Question

find the product of (-d + e)(4e + d). which statements are true? check all that apply. there are 2 terms in the product. there are 3 terms in the product. there are 4 terms in the product. the product is degree 1. the product is degree 2. the product is degree 4.

Explanation:

Step1: Expand the product

We use the distributive property (FOIL method) to expand \((-d + e)(4e + d)\).
First, multiply \(-d\) by \(4e\): \(-d\times4e=-4de\)
Then, multiply \(-d\) by \(d\): \(-d\times d=-d^{2}\)
Next, multiply \(e\) by \(4e\): \(e\times4e = 4e^{2}\)
Finally, multiply \(e\) by \(d\): \(e\times d=de\)
Now, combine like terms: \(-4de - d^{2}+4e^{2}+de=-3de - d^{2}+4e^{2}\)

Step2: Analyze the number of terms

The expanded form is \(-3de - d^{2}+4e^{2}\), which has 3 terms.
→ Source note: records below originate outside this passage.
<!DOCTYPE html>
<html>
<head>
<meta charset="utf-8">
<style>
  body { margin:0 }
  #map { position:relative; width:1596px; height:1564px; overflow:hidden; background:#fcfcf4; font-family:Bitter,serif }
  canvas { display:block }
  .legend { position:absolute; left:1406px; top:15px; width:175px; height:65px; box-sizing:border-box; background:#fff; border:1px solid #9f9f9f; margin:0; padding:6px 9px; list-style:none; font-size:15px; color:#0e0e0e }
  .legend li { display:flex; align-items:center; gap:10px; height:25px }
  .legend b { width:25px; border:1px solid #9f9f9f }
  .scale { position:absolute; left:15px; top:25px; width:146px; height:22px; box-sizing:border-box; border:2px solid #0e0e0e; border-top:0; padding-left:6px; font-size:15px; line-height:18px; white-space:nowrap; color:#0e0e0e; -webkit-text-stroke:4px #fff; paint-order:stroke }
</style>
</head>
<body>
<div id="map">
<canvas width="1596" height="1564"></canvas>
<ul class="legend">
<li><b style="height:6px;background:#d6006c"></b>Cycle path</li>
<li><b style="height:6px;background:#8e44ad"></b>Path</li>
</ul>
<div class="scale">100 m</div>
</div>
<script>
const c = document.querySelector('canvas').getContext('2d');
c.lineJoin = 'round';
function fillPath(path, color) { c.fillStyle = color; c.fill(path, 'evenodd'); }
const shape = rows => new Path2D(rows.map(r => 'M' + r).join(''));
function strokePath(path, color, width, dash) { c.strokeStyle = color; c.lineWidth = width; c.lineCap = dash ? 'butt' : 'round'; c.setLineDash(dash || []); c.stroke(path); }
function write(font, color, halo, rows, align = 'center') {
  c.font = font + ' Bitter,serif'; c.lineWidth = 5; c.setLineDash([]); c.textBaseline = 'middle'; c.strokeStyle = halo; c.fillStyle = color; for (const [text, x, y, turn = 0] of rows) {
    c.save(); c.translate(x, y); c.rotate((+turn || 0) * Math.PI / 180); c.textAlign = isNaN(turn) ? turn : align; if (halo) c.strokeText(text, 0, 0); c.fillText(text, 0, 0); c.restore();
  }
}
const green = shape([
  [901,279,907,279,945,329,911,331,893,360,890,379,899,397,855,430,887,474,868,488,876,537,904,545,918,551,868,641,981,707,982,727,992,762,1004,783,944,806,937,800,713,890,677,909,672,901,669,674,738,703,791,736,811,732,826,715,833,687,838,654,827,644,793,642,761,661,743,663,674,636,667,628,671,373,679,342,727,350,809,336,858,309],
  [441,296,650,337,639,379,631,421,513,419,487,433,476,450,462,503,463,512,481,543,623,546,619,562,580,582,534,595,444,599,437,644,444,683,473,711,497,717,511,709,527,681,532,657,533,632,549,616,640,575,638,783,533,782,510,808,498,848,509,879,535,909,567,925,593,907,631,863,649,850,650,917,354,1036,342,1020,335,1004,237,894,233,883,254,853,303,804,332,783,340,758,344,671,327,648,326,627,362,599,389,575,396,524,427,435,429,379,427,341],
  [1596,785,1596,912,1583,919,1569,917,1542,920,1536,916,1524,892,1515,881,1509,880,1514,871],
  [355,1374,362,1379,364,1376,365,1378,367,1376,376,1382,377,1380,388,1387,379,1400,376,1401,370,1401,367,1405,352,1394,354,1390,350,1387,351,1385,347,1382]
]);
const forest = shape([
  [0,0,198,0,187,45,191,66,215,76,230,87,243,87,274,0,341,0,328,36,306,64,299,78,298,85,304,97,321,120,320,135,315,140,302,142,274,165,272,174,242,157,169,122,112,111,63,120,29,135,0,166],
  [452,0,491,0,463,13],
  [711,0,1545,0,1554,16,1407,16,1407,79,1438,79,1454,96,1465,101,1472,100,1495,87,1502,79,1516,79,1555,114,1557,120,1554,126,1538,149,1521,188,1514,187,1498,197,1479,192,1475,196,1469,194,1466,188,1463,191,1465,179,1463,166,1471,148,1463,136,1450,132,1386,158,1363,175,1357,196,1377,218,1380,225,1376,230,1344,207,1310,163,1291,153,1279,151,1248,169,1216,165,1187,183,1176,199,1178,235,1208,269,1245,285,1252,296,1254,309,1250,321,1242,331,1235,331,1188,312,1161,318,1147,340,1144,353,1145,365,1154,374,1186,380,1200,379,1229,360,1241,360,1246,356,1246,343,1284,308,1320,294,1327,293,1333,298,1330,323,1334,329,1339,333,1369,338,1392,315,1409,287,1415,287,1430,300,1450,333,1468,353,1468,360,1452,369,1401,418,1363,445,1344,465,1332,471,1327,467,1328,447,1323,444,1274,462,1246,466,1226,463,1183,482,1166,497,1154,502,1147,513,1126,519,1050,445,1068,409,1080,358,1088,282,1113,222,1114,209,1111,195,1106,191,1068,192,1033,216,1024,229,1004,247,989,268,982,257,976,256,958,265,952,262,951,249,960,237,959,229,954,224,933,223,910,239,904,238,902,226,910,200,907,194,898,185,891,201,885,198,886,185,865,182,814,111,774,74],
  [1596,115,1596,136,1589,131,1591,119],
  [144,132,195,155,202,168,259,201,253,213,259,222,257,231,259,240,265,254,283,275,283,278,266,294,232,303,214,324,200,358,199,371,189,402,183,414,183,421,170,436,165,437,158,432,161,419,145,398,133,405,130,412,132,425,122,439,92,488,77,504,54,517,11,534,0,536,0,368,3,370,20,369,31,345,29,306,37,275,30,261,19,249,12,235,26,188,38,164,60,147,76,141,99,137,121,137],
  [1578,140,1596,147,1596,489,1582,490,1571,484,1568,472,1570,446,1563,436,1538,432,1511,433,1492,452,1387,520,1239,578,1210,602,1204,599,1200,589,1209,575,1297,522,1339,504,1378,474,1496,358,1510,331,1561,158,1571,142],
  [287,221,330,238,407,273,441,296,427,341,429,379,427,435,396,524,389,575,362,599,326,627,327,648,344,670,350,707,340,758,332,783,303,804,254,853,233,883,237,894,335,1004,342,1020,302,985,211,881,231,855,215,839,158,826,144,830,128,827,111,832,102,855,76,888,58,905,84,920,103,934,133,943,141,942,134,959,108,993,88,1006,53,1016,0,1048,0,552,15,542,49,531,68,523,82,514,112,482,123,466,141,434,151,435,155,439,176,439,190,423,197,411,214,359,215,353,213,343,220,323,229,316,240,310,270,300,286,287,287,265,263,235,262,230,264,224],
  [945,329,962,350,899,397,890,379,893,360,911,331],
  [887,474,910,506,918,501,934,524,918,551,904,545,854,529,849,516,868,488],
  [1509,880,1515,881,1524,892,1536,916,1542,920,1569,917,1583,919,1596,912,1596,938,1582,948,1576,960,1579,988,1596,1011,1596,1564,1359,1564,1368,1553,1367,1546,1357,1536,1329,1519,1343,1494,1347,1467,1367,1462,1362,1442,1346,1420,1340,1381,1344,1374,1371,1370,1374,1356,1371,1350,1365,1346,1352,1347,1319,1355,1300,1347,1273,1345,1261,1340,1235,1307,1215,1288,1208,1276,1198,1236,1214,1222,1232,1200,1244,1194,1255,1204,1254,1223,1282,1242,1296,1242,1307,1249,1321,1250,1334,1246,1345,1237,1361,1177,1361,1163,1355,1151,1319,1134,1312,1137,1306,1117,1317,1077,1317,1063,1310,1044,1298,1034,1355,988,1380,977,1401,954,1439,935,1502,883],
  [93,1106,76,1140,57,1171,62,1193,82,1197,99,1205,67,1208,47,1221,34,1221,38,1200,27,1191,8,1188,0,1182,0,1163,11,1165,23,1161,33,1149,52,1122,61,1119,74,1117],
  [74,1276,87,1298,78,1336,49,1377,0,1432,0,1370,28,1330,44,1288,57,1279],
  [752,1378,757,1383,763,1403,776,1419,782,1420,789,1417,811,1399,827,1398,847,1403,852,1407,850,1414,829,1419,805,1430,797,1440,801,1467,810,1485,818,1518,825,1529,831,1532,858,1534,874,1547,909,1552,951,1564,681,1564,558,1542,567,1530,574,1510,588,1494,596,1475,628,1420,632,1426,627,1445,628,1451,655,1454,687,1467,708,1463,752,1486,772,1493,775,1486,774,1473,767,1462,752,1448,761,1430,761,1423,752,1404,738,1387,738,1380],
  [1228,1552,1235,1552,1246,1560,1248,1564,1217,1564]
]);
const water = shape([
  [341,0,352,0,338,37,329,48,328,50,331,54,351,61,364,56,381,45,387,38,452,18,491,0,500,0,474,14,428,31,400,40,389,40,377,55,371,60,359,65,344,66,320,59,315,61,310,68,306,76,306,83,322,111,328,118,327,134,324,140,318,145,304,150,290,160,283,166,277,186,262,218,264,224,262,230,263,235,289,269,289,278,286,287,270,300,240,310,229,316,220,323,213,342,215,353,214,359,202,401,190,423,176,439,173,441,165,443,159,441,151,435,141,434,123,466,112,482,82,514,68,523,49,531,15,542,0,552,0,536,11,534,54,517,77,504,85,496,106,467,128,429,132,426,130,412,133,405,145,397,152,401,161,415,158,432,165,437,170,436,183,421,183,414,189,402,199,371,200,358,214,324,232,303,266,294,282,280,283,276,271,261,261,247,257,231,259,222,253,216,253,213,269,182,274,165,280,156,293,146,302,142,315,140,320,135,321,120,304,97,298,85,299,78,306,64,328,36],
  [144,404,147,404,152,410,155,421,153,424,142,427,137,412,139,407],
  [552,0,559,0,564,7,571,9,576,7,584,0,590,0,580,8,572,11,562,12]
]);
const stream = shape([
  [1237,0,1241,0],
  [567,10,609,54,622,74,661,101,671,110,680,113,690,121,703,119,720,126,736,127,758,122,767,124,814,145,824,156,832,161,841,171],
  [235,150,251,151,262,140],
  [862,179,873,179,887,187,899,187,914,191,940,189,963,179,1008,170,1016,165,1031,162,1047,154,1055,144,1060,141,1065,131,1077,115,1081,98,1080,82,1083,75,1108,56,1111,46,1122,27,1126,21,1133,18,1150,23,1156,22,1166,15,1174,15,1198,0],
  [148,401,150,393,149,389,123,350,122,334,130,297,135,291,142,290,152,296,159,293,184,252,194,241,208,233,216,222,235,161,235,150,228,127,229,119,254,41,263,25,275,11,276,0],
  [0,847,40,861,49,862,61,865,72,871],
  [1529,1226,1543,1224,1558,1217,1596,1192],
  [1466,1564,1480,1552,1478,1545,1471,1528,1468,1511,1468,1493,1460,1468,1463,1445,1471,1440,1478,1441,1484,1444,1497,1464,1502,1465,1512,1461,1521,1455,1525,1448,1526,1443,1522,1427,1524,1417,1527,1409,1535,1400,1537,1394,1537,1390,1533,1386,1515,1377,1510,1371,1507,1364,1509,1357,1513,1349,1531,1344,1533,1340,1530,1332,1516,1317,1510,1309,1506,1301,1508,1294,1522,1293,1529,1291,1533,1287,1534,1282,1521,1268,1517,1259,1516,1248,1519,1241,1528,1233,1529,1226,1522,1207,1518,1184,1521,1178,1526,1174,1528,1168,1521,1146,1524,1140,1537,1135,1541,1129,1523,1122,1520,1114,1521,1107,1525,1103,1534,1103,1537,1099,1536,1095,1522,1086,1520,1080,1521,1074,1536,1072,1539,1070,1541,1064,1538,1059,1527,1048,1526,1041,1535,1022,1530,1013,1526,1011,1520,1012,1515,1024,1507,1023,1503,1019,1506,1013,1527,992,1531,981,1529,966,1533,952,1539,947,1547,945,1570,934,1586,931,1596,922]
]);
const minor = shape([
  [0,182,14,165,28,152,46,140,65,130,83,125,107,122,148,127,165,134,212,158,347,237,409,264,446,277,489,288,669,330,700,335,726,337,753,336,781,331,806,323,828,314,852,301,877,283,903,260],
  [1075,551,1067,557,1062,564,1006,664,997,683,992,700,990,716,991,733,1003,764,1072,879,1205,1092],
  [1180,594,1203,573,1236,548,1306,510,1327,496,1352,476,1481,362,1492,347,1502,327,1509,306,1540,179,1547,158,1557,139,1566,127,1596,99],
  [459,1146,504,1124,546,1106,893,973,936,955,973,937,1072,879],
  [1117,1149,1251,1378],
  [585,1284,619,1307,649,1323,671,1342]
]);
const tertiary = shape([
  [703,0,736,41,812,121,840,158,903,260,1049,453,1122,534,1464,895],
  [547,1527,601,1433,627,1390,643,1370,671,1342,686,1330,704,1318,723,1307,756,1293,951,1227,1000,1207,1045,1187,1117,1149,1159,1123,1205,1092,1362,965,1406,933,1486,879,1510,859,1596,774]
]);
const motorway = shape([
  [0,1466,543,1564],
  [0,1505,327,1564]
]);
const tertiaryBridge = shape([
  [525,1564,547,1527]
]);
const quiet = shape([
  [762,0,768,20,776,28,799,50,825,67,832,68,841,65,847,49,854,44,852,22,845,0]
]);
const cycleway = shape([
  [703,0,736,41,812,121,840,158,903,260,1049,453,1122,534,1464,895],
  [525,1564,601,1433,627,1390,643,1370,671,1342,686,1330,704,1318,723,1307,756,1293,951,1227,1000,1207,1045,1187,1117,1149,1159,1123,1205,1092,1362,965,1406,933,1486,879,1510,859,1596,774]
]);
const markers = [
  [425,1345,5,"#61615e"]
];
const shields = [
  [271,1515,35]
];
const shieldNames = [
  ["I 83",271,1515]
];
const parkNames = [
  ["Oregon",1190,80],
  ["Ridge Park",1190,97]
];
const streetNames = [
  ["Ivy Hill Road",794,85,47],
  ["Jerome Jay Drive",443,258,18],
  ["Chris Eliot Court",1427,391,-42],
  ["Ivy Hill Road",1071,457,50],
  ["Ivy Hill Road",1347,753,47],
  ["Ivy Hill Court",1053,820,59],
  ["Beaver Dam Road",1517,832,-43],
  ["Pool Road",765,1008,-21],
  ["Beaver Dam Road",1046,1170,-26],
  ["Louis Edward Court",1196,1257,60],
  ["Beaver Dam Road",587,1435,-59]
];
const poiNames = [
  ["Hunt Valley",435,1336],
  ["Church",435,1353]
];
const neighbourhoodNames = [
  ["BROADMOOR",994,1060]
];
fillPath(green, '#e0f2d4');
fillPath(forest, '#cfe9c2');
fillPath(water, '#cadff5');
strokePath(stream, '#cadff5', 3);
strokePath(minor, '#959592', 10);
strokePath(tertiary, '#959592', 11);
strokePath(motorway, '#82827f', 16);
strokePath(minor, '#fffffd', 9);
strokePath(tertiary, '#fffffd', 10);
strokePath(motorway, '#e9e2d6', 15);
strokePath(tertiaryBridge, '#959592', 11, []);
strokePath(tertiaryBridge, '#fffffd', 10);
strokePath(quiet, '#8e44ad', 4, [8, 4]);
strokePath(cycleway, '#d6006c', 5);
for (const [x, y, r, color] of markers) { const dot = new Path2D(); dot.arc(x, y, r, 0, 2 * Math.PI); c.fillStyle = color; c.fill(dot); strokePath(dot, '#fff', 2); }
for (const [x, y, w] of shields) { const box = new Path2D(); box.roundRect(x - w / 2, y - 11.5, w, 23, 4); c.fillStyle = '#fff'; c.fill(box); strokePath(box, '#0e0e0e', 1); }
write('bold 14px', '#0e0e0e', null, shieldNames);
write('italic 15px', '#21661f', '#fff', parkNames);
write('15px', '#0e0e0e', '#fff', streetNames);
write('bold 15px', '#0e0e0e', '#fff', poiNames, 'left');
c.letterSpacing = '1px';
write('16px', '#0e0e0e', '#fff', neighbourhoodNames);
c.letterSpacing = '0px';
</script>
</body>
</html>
So "There are 3 terms in the product" is true.

Step3: Analyze the degree of the product

The degree of a term is the sum of the exponents of its variables.
For \(-3de\): degree is \(1 + 1=2\)
For \(-d^{2}\): degree is \(2\)
For \(4e^{2}\): degree is \(2\)
The highest degree among the terms is 2, so the product is degree 2. So "The product is degree 2" is true.

Answer:

B. There are 3 terms in the product, E. The product is degree 2 (assuming the options are labeled as A: There are 2 terms in the product, B: There are 3 terms in the product, C: There are 4 terms in the product, D: The product is degree 1, E: The product is degree 2, F: The product is degree 4. If the original options have different labels, adjust accordingly, but based on the analysis, the correct statements are "There are 3 terms in the product" and "The product is degree 2".)